*** Dataset content Section Begins ***

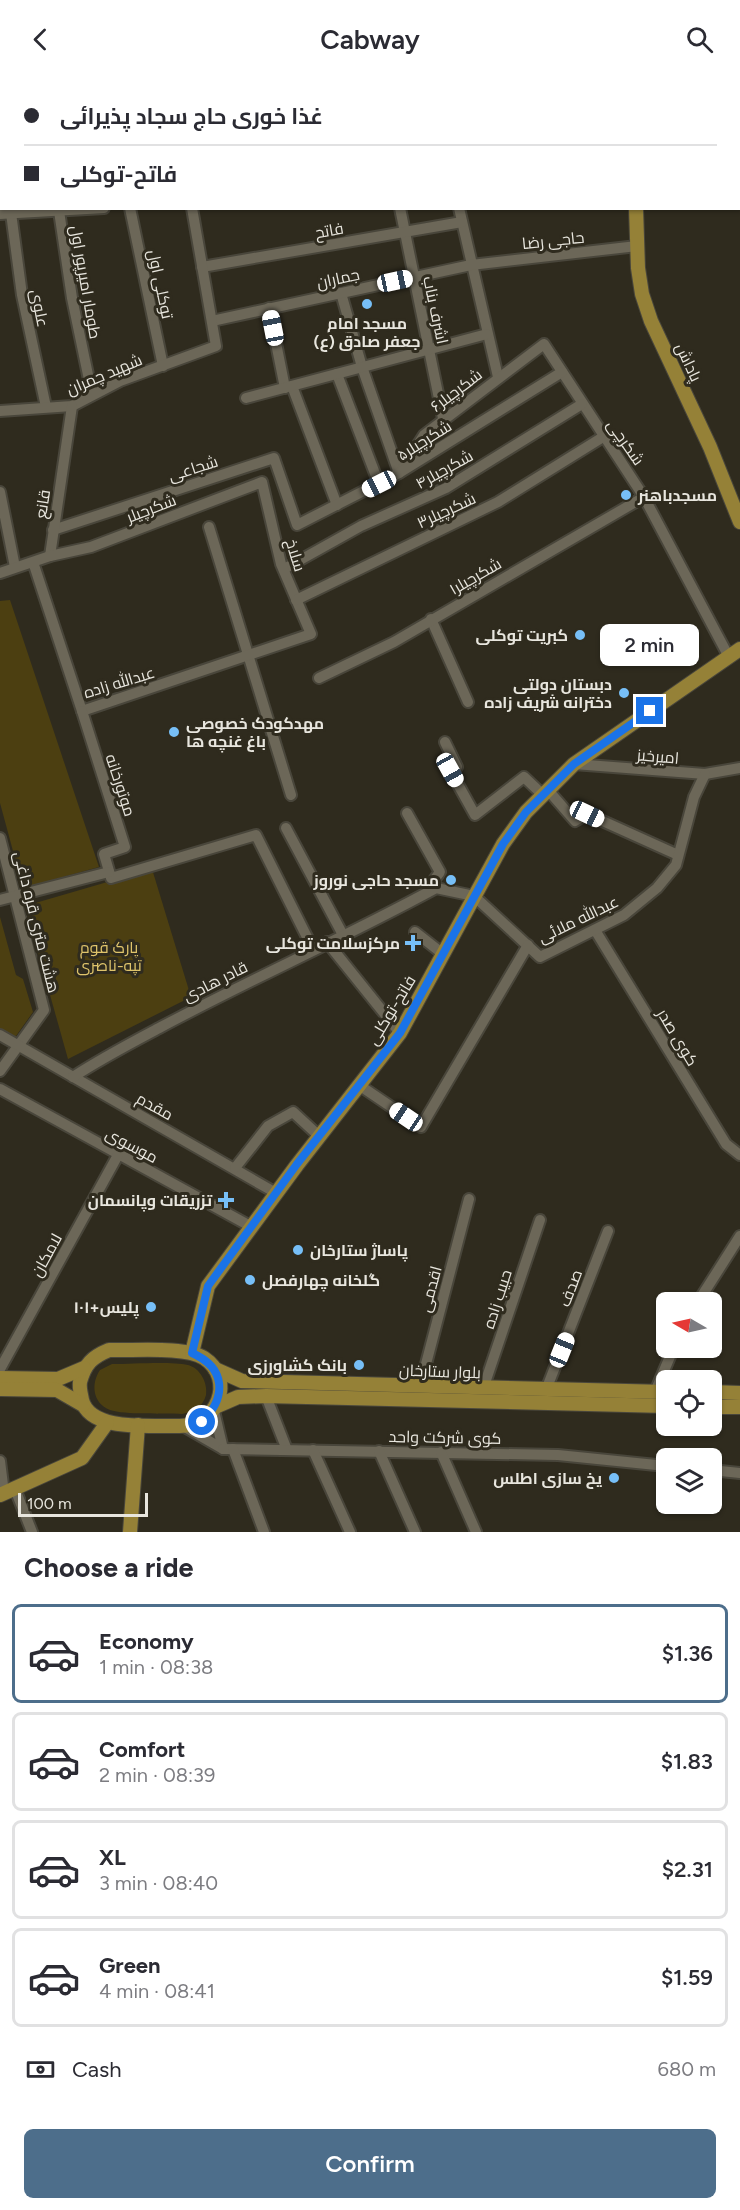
<!DOCTYPE html>
<meta charset="utf-8">
<style>
:root{--surface:#fff;--page:#f2f2f3;--text:#2b2b33;--muted:#7c7c81;--line:#e1e1e2;--accent:#4d6e8b}
body{margin:0;font-family:Figtree,Cairo,sans-serif;background:var(--page);color:var(--text);height:100vh;display:flex;flex-direction:column;font-size:22px;white-space:nowrap}
*{box-sizing:border-box;margin:0}
p{font-size:20px;color:var(--muted)}
.icon{flex:none;width:33px;height:33px;fill:none;stroke:currentColor;stroke-width:2;stroke-linecap:round;stroke-linejoin:round}
.map{position:relative;height:1454px;overflow:hidden}
.sheet{display:flex;flex-direction:column;background:var(--surface);flex:1}
.sheet>*{flex:none}
.banner{position:absolute;left:0px;top:0px;width:741px;height:132px;box-shadow:0 2px 4px #0004;display:grid;align-content:center;height:132px;padding:0 24px;background:var(--surface)}
.needle{width:39px;rotate:279deg}
.buttons{position:absolute;left:656px;top:1214px;display:grid;gap:12px}
.buttons a{display:grid;place-items:center;width:66px;height:66px;border-radius:9px;background:var(--surface);box-shadow:0 2px 4px #0004;font-size:30px}
.scale{position:absolute;left:18px;bottom:15px;width:130px;box-sizing:border-box;padding-left:6px;border:3px solid #e8e6de;border-top:0;font-size:16px;line-height:21px;white-space:nowrap;color:#e8e6de;-webkit-text-stroke:4px #2f2b1e;paint-order:stroke}
.end{position:absolute;width:27px;height:27px;margin:-14px;border:8px solid #1a73e8;background:#fff;box-shadow:0 0 0 3px #fff}
.from{border-radius:50%}
.bubble{position:absolute;height:42px;border-radius:9px;background:var(--surface);box-shadow:0 2px 4px #0004;font-size:20px;font-weight:600;line-height:42px;text-align:center}
.car{position:absolute;width:18px;height:36px;margin:-18px -9px;border-radius:8px;box-shadow:0 0 4px 2px #0007;background:linear-gradient(#fff 24%,#345 0 40%,#fff 0 76%,#345 0 86%,#fff 0)}
.banner b{display:flex;align-items:center;gap:21px;height:57px;font-size:22px}
.banner b+b{border-top:2px solid var(--line)}
.banner i{width:15px;height:15px;background:var(--text)}
ul{padding:0;list-style:none}
li{display:flex;align-items:center;gap:18px;height:99px;margin:0 12px 9px;padding:0 12px;border:3px solid var(--line);border-radius:9px}
li div{flex:1}
li b{display:block;font-size:22px}
li em{font-style:normal;font-weight:600}
li.on{border-color:var(--accent)}
li>.icon{width:54px;height:54px;stroke-width:1.5}
h2{padding:0 24px;font-size:27px;line-height:72px}
.pay{display:flex;align-items:center;gap:15px;height:66px;padding:0 24px;font-size:22px}
.pay p{margin-inline-start:auto}
.action{display:flex;gap:12px;margin-top:auto;padding:12px 24px}
.action a{flex:1;height:69px;border-radius:9px;background:var(--accent);color:#fff;font-size:24px;font-weight:600;line-height:69px;text-align:center}
header{display:flex;justify-content:space-between;align-items:center;height:78px;padding:0 24px;background:var(--surface);font-size:27px;font-weight:600}
.map>svg:first-child{display:block}
.green{fill:#4c3f11}
.lines{fill:none;stroke-linecap:round;stroke-linejoin:round}
.minor-casing{stroke:#49463b;stroke-width:14}
.major-casing{stroke:#49463b;stroke-width:16}
.minor{stroke:#6c6758;stroke-width:10}
.major{stroke:#958137;stroke-width:14}
.route{stroke:#1a73e8;stroke-width:8}
.poi-dot{fill:#77bff7;stroke:#2f2b1e;stroke-width:2}
.labels{text-anchor:middle;stroke-width:6;stroke-linejoin:round;paint-order:stroke}
.street-label{font-size:16px;fill:#e8e6de;stroke:#2f2b1e}
.poi-label{font-size:16px;font-weight:bold;fill:#e8e6de;stroke:#2f2b1e;text-anchor:end}
.park-label{font-size:16px;fill:#dfc46b;stroke:#2f2b1e}
</style>
<header><svg class="icon" aria-label="back" viewBox="0 0 24 24"><path d="M15 5l-7 7 7 7"/></svg>Cabway<svg class="icon" aria-label="search" viewBox="0 0 24 24"><circle cx="10" cy="10" r="6"/><path d="M15 15l6 6"/></svg></header>
<div class="map">
<svg width="740" height="1454" viewBox="0 0 740 1454">
<rect width="100%" height="100%" fill="#2f2b1e"/>
<g class="green">
<polygon points="10,522 99,789 23,810 0,725 0,523"/>
<polygon points="152,791 191,919 68,981 25,828"/>
<polygon points="0,839 16,897 23,901 33,934 16,958 19,968 0,956"/>
<path d="M112,1286C133,1286 170,1283 188,1287C200,1290 208,1305 206,1317C203,1329 193,1334 182,1336C165,1335 124,1337 110,1332C92,1325 91,1305 100,1292Z"/>
</g>
<g class="lines">
<g class="minor-casing">
<g id="minor">
<polyline points="338,0 344,2"/>
<polyline points="430,0 430,2"/>
<polyline points="24,2 24,0"/>
<polyline points="82,2 82,0"/>
<polyline points="136,2 136,0"/>
<polyline points="241,2 242,0"/>
<polyline points="497,2 501,0"/>
<polyline points="0,100 2,94"/>
<polyline points="130,130 163,288"/>
<polyline points="400,130 443,340"/>
<polyline points="459,130 498,299"/>
<polyline points="59,133 72,220 92,316"/>
<polyline points="11,135 22,217 46,329"/>
<polyline points="0,136 104,130"/>
<polyline points="202,189 462,144"/>
<polyline points="341,215 362,289 399,395"/>
<polyline points="269,230 285,310"/>
<polyline points="212,243 471,187 637,168"/>
<polyline points="337,296 379,406"/>
<polyline points="292,308 337,427"/>
<polyline points="246,320 487,256"/>
<polyline points="0,333 72,328 120,303 216,268 192,130"/>
<polyline points="401,393 424,357 544,266 644,419 729,579"/>
<polyline points="0,414 15,489"/>
<polyline points="209,449 291,717"/>
<polyline points="53,452 274,380 297,447 399,395 562,294"/>
<polyline points="50,478 72,328"/>
<polyline points="284,491 361,448 446,410 582,326"/>
<polyline points="0,495 50,478 91,469 262,404 281,486 311,556 82,633 33,484"/>
<polyline points="296,522 498,424 603,359"/>
<polyline points="431,541 468,624"/>
<polyline points="319,600 394,564 644,419"/>
<polyline points="82,633 125,769 104,776 111,800 256,757 313,871"/>
<polyline points="445,664 457,689 450,692 475,737 524,699 543,717"/>
<polyline points="574,686 705,696 740,690"/>
<polyline points="548,712 575,743 587,736 678,777"/>
<polyline points="407,735 440,794 431,806 436,810"/>
<polyline points="286,750 343,857"/>
<polyline points="0,760 44,932 0,993"/>
<polyline points="0,822 109,794"/>
<polyline points="595,852 726,1066 740,1077"/>
<polyline points="415,854 443,876"/>
<polyline points="327,864 400,955"/>
<polyline points="0,957 276,1115"/>
<path d="M73,999C102,980 131,965 161,949C251,901 346,859 436,810L474,818L540,879L624,837L657,810L676,787L694,719L705,696"/>
<polyline points="359,1007 421,1049 528,867"/>
<polyline points="0,1011 250,1148"/>
<polyline points="235,1090 268,1048 293,1034 319,1058"/>
<polyline points="698,1224 740,1158"/>
<polyline points="0,1291 118,1077"/>
<polyline points="420,1309 469,1121"/>
<polyline points="483,1311 540,1142"/>
<polyline points="546,1312 608,1153"/>
<polyline points="655,1314 674,1269"/>
<polyline points="266,1318 287,1372"/>
<polyline points="183,1348 223,1371 214,1333"/>
<polyline points="223,1371 558,1377 666,1388"/>
<polyline points="233,1371 264,1454"/>
<polyline points="313,1372 350,1454"/>
<polyline points="379,1373 415,1454"/>
<polyline points="441,1374 476,1454"/>
<polyline points="0,1383 4,1415"/>
<polyline points="711,1392 740,1395"/>
<polyline points="15,1411 32,1454"/>
</g>
</g>
<g class="major-casing">
<g id="major">
<polyline points="630,0 630,2"/>
<polyline points="418,2 418,0"/>
<polyline points="636,130 638,190 642,216 651,243 710,369 740,444"/>
<path d="M109,1272C133,1273 185,1268 204,1280C236,1301 218,1350 177,1348C151,1347 90,1354 82,1322C81,1316 79,1310 80,1304C85,1286 92,1279 109,1272Z"/>
<polyline points="192,1275 208,1208 297,1087 400,955 503,766 526,734 574,686 740,571"/>
<polyline points="215,1291 242,1303 666,1314"/>
<polyline points="0,1300 58,1301 84,1290"/>
<polyline points="0,1311 57,1312 83,1327"/>
<polyline points="711,1314 740,1315"/>
<polyline points="215,1329 238,1319 266,1318 666,1328"/>
<polyline points="711,1329 740,1329"/>
<polyline points="0,1417 82,1380 107,1345"/>
<polyline points="130,1454 138,1347"/>
</g>
</g>
<use href="#minor" class="minor"/>
<use href="#major" class="major"/>
</g>
<g class="lines">
<path class="route" d="M202,1344C227,1319 226,1290 192,1275L208,1208L297,1086L400,955L503,766L526,734L574,686L650,633"/>
</g>
<g class="poi-dot">
<circle cx="367" cy="226" r="6"/>
<circle cx="626" cy="417" r="6"/>
<circle cx="580" cy="557" r="6"/>
<circle cx="624" cy="615" r="6"/>
<circle cx="174" cy="654" r="6"/>
<circle cx="451" cy="802" r="6"/>
<path d="M410 856h6v6h6v6h-6v6h-6v-6h-6v-6h6z"/>
<path d="M223 1113h6v6h6v6h-6v6h-6v-6h-6v-6h6z"/>
<circle cx="298" cy="1172" r="6"/>
<circle cx="250" cy="1202" r="6"/>
<circle cx="151" cy="1229" r="6"/>
<circle cx="359" cy="1287" r="6"/>
<circle cx="614" cy="1400" r="6"/>
</g>
<g class="labels">
<g class="street-label">
<text transform="translate(329 152) rotate(-10)" y="6">فاتح</text>
<text transform="translate(553 162) rotate(-6)" y="6">حاجی رضا</text>
<text transform="translate(338 200) rotate(-12)" y="6">جماران</text>
<text transform="translate(86 204) rotate(80)" y="6">طومار امیرپور اول</text>
<text transform="translate(161 206) rotate(78)" y="6">توکلی اول</text>
<text transform="translate(40 230) rotate(79)" y="6">علوی</text>
<text transform="translate(436 232) rotate(78)" y="6">اشرف بناب</text>
<text transform="translate(689 284) rotate(65)" y="6">پاداش</text>
<text transform="translate(104 296) rotate(-23)" y="6">شهید چمران</text>
<text transform="translate(456 312) rotate(-37)" y="6">شکرچیلر۶</text>
<text transform="translate(424 362) rotate(-32)" y="6">شکرچیلر۵</text>
<text transform="translate(626 364) rotate(55)" y="6">شکرچی</text>
<text transform="translate(193 390) rotate(-18)" y="6">شجاعی</text>
<text transform="translate(444 391) rotate(-29)" y="6">شکرچیلر۴</text>
<text transform="translate(42 426) rotate(-81)" y="6">قانع</text>
<text transform="translate(151 430) rotate(-21)" y="6">شکرچیلر</text>
<text transform="translate(446 432) rotate(-25)" y="6">شکرچیلر۳</text>
<text transform="translate(296 477) rotate(73)" y="6">سلاخ</text>
<text transform="translate(475 498) rotate(-30)" y="6">شکرچیلر۱</text>
<text transform="translate(119 604) rotate(-17)" y="6">عبدالله زاده</text>
<text transform="translate(658 678) rotate(5)" y="6">امیرخیز</text>
<text transform="translate(121 707) rotate(72)" y="6">موتورخانه</text>
<text transform="translate(578 841) rotate(-26)" y="6">عبدالله ملائی</text>
<text transform="translate(37 844) rotate(76)" y="6">هشت متری قره داغی</text>
<text transform="translate(215 903) rotate(-27)" y="6">قادر هادی</text>
<text transform="translate(391 932) rotate(-59)" y="6">فاتح-توکلی</text>
<text transform="translate(678 959) rotate(59)" y="6">کوی صدر</text>
<text transform="translate(155 1028) rotate(29)" y="6">مقدم</text>
<text transform="translate(132 1067) rotate(28)" y="6">موسوی</text>
<text transform="translate(46 1177) rotate(-61)" y="6">لامکان</text>
<text transform="translate(570 1210) rotate(-69)" y="6">صدف</text>
<text transform="translate(430 1211) rotate(-75)" y="6">اقدمی</text>
<text transform="translate(497 1221) rotate(-72)" y="6">حبیب زاده</text>
<text transform="translate(440 1293) rotate(2)" y="6">بلوار ستارخان</text>
<text transform="translate(445 1359) rotate(1)" y="6">کوی شرکت واحد</text>
</g>
<g class="poi-label">
<text x="367" y="251" text-anchor="middle">مسجد امام<tspan x="367" dy="18">جعفر صادق (ع)</tspan></text>
<text x="638" y="423" text-anchor="start">مسجدباهنر</text>
<text x="568" y="563">کبریت توکلی</text>
<text x="612" y="612">دبستان دولتی<tspan x="612" dy="18">دخترانه شریف زاده</tspan></text>
<text x="186" y="651" text-anchor="start">مهدکودک خصوصی<tspan x="186" dy="18">باغ غنچه ها</tspan></text>
<text x="439" y="808">مسجد حاجی نوروز</text>
<text x="400" y="871">مرکزسلامت توکلی</text>
<text x="212" y="1128">تزریقات وپانسمان</text>
<text x="310" y="1178" text-anchor="start">پاساژ ستارخان</text>
<text x="262" y="1208" text-anchor="start">گلخانه چهارفصل</text>
<text x="139" y="1235">پلیس+۱۰۱</text>
<text x="347" y="1293">بانک کشاورزی</text>
<text x="602" y="1406">یخ سازی اطلس</text>
</g>
<g class="park-label">
<text x="109" y="875">پارک قوم<tspan x="109" dy="18">تپه-ناصری</tspan></text>
</g>
</g>
</svg>
<div class="buttons">
<a><svg class="needle" viewBox="-14 -14 28 28"><path d="M0-13l5 13h-10z" fill="#e53935"/><path d="M0 13l5-13h-10z" fill="#7c7c81"/></svg></a>
<a><svg class="icon" aria-label="locate" viewBox="0 0 24 24"><circle cx="12" cy="12" r="6"/><path d="M12 2v4M12 18v4M2 12h4M18 12h4"/></svg></a>
<a><svg class="icon" aria-label="layers" viewBox="0 0 24 24"><path d="M12 4l9 5-9 5-9-5zM3 14l9 5 9-5"/></svg></a>
</div>
<div class="scale">100 m</div>
<i class="end from" style="left:202px;top:1344px"></i>
<i class="end" style="left:650px;top:633px"></i>
<div class="bubble" style="left:600px;top:546px;width:99px">2 min</div>
<i class="car" style="left:395px;top:203px;rotate:78deg"></i>
<i class="car" style="left:273px;top:250px;rotate:349deg"></i>
<i class="car" style="left:379px;top:406px;rotate:243deg"></i>
<i class="car" style="left:450px;top:692px;rotate:151deg"></i>
<i class="car" style="left:587px;top:736px;rotate:115deg"></i>
<i class="car" style="left:406px;top:1039px;rotate:304deg"></i>
<i class="car" style="left:562px;top:1272px;rotate:22deg"></i>
<div class="banner">
<b><i class="from"></i>غذا خوری حاج سجاد پذیرائی</b>
<b><i></i>فاتح-توکلی</b>
</div>
</div>
<section class="sheet">
<h2>Choose a ride</h2>
<ul>
<li class="on"><svg class="icon" aria-label="car" viewBox="0 0 24 24"><path d="M5 17H2v-5l4-1 3-4h7l3 4 3 1v5h-3M9 17h6M6 11h13"/><circle cx="7" cy="17" r="2"/><circle cx="17" cy="17" r="2"/></svg><div><b>Economy</b><p>1 min · 08:38</p></div><em>$1.36</em></li>
<li><svg class="icon" aria-label="car" viewBox="0 0 24 24"><path d="M5 17H2v-5l4-1 3-4h7l3 4 3 1v5h-3M9 17h6M6 11h13"/><circle cx="7" cy="17" r="2"/><circle cx="17" cy="17" r="2"/></svg><div><b>Comfort</b><p>2 min · 08:39</p></div><em>$1.83</em></li>
<li><svg class="icon" aria-label="car" viewBox="0 0 24 24"><path d="M5 17H2v-5l4-1 3-4h7l3 4 3 1v5h-3M9 17h6M6 11h13"/><circle cx="7" cy="17" r="2"/><circle cx="17" cy="17" r="2"/></svg><div><b>XL</b><p>3 min · 08:40</p></div><em>$2.31</em></li>
<li><svg class="icon" aria-label="car" viewBox="0 0 24 24"><path d="M5 17H2v-5l4-1 3-4h7l3 4 3 1v5h-3M9 17h6M6 11h13"/><circle cx="7" cy="17" r="2"/><circle cx="17" cy="17" r="2"/></svg><div><b>Green</b><p>4 min · 08:41</p></div><em>$1.59</em></li>
</ul>
<div class="pay"><svg class="icon" aria-label="cash" viewBox="0 0 24 24"><path d="M3 7h18v10H3z"/><circle cx="12" cy="12" r="2"/></svg>Cash<p>680 m</p></div>
<div class="action"><a>Confirm</a></div>
</section>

*** Dataset content Section Ends ***

◆ **Exercise**:
Check each line of the records above for the string "anchor", and report every line that has it.

◆ **Solved problem**:
.labels{text-anchor:middle;stroke-width:6;stroke-linejoin:round;paint-order:stroke}
.poi-label{font-size:16px;font-weight:bold;fill:#e8e6de;stroke:#2f2b1e;text-anchor:end}
<text x="367" y="251" text-anchor="middle">مسجد امام<tspan x="367" dy="18">جعفر صادق (ع)</tspan></text>
<text x="638" y="423" text-anchor="start">مسجدباهنر</text>
<text x="186" y="651" text-anchor="start">مهدکودک خصوصی<tspan x="186" dy="18">باغ غنچه ها</tspan></text>
<text x="310" y="1178" text-anchor="start">پاساژ ستارخان</text>
<text x="262" y="1208" text-anchor="start">گلخانه چهارفصل</text>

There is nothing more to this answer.